- [WHAT TO PRODUCE]: Retype the full set of records. Keep every character identical.

── RECORDS PROVIDED ──

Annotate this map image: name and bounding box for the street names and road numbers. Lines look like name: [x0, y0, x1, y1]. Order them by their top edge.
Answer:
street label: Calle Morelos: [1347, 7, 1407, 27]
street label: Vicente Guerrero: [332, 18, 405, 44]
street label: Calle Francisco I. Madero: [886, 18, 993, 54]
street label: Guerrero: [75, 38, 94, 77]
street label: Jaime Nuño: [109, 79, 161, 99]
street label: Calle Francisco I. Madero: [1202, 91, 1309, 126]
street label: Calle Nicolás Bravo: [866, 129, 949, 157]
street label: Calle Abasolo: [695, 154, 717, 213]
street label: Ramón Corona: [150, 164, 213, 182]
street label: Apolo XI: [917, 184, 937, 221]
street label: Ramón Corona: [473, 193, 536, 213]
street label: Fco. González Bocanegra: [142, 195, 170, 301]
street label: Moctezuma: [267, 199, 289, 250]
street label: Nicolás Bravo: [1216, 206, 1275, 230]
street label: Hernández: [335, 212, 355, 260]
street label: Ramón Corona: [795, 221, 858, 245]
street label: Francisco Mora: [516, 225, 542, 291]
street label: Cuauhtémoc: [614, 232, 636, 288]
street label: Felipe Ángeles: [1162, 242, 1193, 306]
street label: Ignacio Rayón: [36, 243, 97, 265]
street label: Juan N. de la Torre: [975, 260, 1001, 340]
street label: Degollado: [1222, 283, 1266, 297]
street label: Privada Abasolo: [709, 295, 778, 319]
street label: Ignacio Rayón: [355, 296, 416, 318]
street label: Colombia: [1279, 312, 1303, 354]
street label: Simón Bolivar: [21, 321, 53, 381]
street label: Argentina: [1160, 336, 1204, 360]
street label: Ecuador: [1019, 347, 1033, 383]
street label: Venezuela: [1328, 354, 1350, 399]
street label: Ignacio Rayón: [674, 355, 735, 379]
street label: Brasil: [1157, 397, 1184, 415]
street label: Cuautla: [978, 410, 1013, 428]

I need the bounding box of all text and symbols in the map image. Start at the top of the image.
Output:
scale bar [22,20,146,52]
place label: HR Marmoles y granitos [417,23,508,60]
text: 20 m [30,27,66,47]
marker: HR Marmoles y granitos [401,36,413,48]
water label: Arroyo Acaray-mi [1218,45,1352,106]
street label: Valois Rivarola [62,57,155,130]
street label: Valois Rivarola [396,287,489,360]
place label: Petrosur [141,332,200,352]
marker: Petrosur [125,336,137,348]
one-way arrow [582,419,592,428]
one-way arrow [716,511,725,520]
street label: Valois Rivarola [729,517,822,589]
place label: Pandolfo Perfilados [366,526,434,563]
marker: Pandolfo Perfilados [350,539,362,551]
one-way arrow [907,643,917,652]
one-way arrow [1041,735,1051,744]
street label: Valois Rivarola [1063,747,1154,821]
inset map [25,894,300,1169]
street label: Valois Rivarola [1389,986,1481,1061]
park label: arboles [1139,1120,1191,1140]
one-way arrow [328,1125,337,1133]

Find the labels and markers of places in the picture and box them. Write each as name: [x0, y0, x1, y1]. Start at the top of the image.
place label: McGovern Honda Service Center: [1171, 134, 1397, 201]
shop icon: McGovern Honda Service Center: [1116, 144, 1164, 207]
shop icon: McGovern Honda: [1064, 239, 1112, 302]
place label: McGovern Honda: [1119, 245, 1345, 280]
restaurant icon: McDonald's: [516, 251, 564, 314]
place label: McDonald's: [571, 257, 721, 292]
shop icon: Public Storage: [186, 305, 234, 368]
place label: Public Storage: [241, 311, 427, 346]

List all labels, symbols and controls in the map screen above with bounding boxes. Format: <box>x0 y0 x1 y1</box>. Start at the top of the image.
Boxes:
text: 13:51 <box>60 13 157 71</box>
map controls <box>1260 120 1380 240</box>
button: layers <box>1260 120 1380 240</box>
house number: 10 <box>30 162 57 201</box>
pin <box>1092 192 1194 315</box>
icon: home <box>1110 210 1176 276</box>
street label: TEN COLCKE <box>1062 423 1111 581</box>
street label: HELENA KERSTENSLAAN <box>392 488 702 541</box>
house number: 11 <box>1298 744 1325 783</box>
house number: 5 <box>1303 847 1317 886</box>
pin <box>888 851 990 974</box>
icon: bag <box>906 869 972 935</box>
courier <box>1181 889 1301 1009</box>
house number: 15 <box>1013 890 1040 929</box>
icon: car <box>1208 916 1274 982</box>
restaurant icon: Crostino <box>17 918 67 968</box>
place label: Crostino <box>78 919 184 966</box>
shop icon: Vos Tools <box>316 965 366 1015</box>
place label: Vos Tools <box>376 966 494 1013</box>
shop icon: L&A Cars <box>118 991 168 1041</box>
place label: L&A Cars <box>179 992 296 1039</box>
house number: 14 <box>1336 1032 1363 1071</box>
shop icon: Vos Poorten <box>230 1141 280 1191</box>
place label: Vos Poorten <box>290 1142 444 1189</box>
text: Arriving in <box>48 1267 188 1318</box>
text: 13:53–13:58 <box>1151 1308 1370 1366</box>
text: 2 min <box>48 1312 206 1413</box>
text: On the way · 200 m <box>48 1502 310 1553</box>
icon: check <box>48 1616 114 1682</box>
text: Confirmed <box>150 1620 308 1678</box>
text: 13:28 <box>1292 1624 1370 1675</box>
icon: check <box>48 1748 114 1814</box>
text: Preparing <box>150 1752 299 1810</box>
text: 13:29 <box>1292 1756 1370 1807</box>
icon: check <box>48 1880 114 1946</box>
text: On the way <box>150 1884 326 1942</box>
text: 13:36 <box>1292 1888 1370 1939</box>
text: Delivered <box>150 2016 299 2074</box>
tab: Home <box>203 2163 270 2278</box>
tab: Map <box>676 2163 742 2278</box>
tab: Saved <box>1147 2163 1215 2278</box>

───

- [WORKED SOLUTION]:
Annotate this map image: name and bounding box for the street names and road numbers. Lines look like name: [x0, y0, x1, y1]. Order them by their top edge.
Answer:
street label: Calle Morelos: [1347, 7, 1407, 27]
street label: Vicente Guerrero: [332, 18, 405, 44]
street label: Calle Francisco I. Madero: [886, 18, 993, 54]
street label: Guerrero: [75, 38, 94, 77]
street label: Jaime Nuño: [109, 79, 161, 99]
street label: Calle Francisco I. Madero: [1202, 91, 1309, 126]
street label: Calle Nicolás Bravo: [866, 129, 949, 157]
street label: Calle Abasolo: [695, 154, 717, 213]
street label: Ramón Corona: [150, 164, 213, 182]
street label: Apolo XI: [917, 184, 937, 221]
street label: Ramón Corona: [473, 193, 536, 213]
street label: Fco. González Bocanegra: [142, 195, 170, 301]
street label: Moctezuma: [267, 199, 289, 250]
street label: Nicolás Bravo: [1216, 206, 1275, 230]
street label: Hernández: [335, 212, 355, 260]
street label: Ramón Corona: [795, 221, 858, 245]
street label: Francisco Mora: [516, 225, 542, 291]
street label: Cuauhtémoc: [614, 232, 636, 288]
street label: Felipe Ángeles: [1162, 242, 1193, 306]
street label: Ignacio Rayón: [36, 243, 97, 265]
street label: Juan N. de la Torre: [975, 260, 1001, 340]
street label: Degollado: [1222, 283, 1266, 297]
street label: Privada Abasolo: [709, 295, 778, 319]
street label: Ignacio Rayón: [355, 296, 416, 318]
street label: Colombia: [1279, 312, 1303, 354]
street label: Simón Bolivar: [21, 321, 53, 381]
street label: Argentina: [1160, 336, 1204, 360]
street label: Ecuador: [1019, 347, 1033, 383]
street label: Venezuela: [1328, 354, 1350, 399]
street label: Ignacio Rayón: [674, 355, 735, 379]
street label: Brasil: [1157, 397, 1184, 415]
street label: Cuautla: [978, 410, 1013, 428]

I need the bounding box of all text and symbols in the map image. Start at the top of the image.
Output:
scale bar [22,20,146,52]
place label: HR Marmoles y granitos [417,23,508,60]
text: 20 m [30,27,66,47]
marker: HR Marmoles y granitos [401,36,413,48]
water label: Arroyo Acaray-mi [1218,45,1352,106]
street label: Valois Rivarola [62,57,155,130]
street label: Valois Rivarola [396,287,489,360]
place label: Petrosur [141,332,200,352]
marker: Petrosur [125,336,137,348]
one-way arrow [582,419,592,428]
one-way arrow [716,511,725,520]
street label: Valois Rivarola [729,517,822,589]
place label: Pandolfo Perfilados [366,526,434,563]
marker: Pandolfo Perfilados [350,539,362,551]
one-way arrow [907,643,917,652]
one-way arrow [1041,735,1051,744]
street label: Valois Rivarola [1063,747,1154,821]
inset map [25,894,300,1169]
street label: Valois Rivarola [1389,986,1481,1061]
park label: arboles [1139,1120,1191,1140]
one-way arrow [328,1125,337,1133]

Find the labels and markers of places in the picture and box them. Write each as name: [x0, y0, x1, y1]. Start at the top of the image.
place label: McGovern Honda Service Center: [1171, 134, 1397, 201]
shop icon: McGovern Honda Service Center: [1116, 144, 1164, 207]
shop icon: McGovern Honda: [1064, 239, 1112, 302]
place label: McGovern Honda: [1119, 245, 1345, 280]
restaurant icon: McDonald's: [516, 251, 564, 314]
place label: McDonald's: [571, 257, 721, 292]
shop icon: Public Storage: [186, 305, 234, 368]
place label: Public Storage: [241, 311, 427, 346]

List all labels, symbols and controls in the map screen above with bounding boxes. Format: <box>x0 y0 x1 y1</box>. Start at the top of the image.
Boxes:
text: 13:51 <box>60 13 157 71</box>
map controls <box>1260 120 1380 240</box>
button: layers <box>1260 120 1380 240</box>
house number: 10 <box>30 162 57 201</box>
pin <box>1092 192 1194 315</box>
icon: home <box>1110 210 1176 276</box>
street label: TEN COLCKE <box>1062 423 1111 581</box>
street label: HELENA KERSTENSLAAN <box>392 488 702 541</box>
house number: 11 <box>1298 744 1325 783</box>
house number: 5 <box>1303 847 1317 886</box>
pin <box>888 851 990 974</box>
icon: bag <box>906 869 972 935</box>
courier <box>1181 889 1301 1009</box>
house number: 15 <box>1013 890 1040 929</box>
icon: car <box>1208 916 1274 982</box>
restaurant icon: Crostino <box>17 918 67 968</box>
place label: Crostino <box>78 919 184 966</box>
shop icon: Vos Tools <box>316 965 366 1015</box>
place label: Vos Tools <box>376 966 494 1013</box>
shop icon: L&A Cars <box>118 991 168 1041</box>
place label: L&A Cars <box>179 992 296 1039</box>
house number: 14 <box>1336 1032 1363 1071</box>
shop icon: Vos Poorten <box>230 1141 280 1191</box>
place label: Vos Poorten <box>290 1142 444 1189</box>
text: Arriving in <box>48 1267 188 1318</box>
text: 13:53–13:58 <box>1151 1308 1370 1366</box>
text: 2 min <box>48 1312 206 1413</box>
text: On the way · 200 m <box>48 1502 310 1553</box>
icon: check <box>48 1616 114 1682</box>
text: Confirmed <box>150 1620 308 1678</box>
text: 13:28 <box>1292 1624 1370 1675</box>
icon: check <box>48 1748 114 1814</box>
text: Preparing <box>150 1752 299 1810</box>
text: 13:29 <box>1292 1756 1370 1807</box>
icon: check <box>48 1880 114 1946</box>
text: On the way <box>150 1884 326 1942</box>
text: 13:36 <box>1292 1888 1370 1939</box>
text: Delivered <box>150 2016 299 2074</box>
tab: Home <box>203 2163 270 2278</box>
tab: Map <box>676 2163 742 2278</box>
tab: Saved <box>1147 2163 1215 2278</box>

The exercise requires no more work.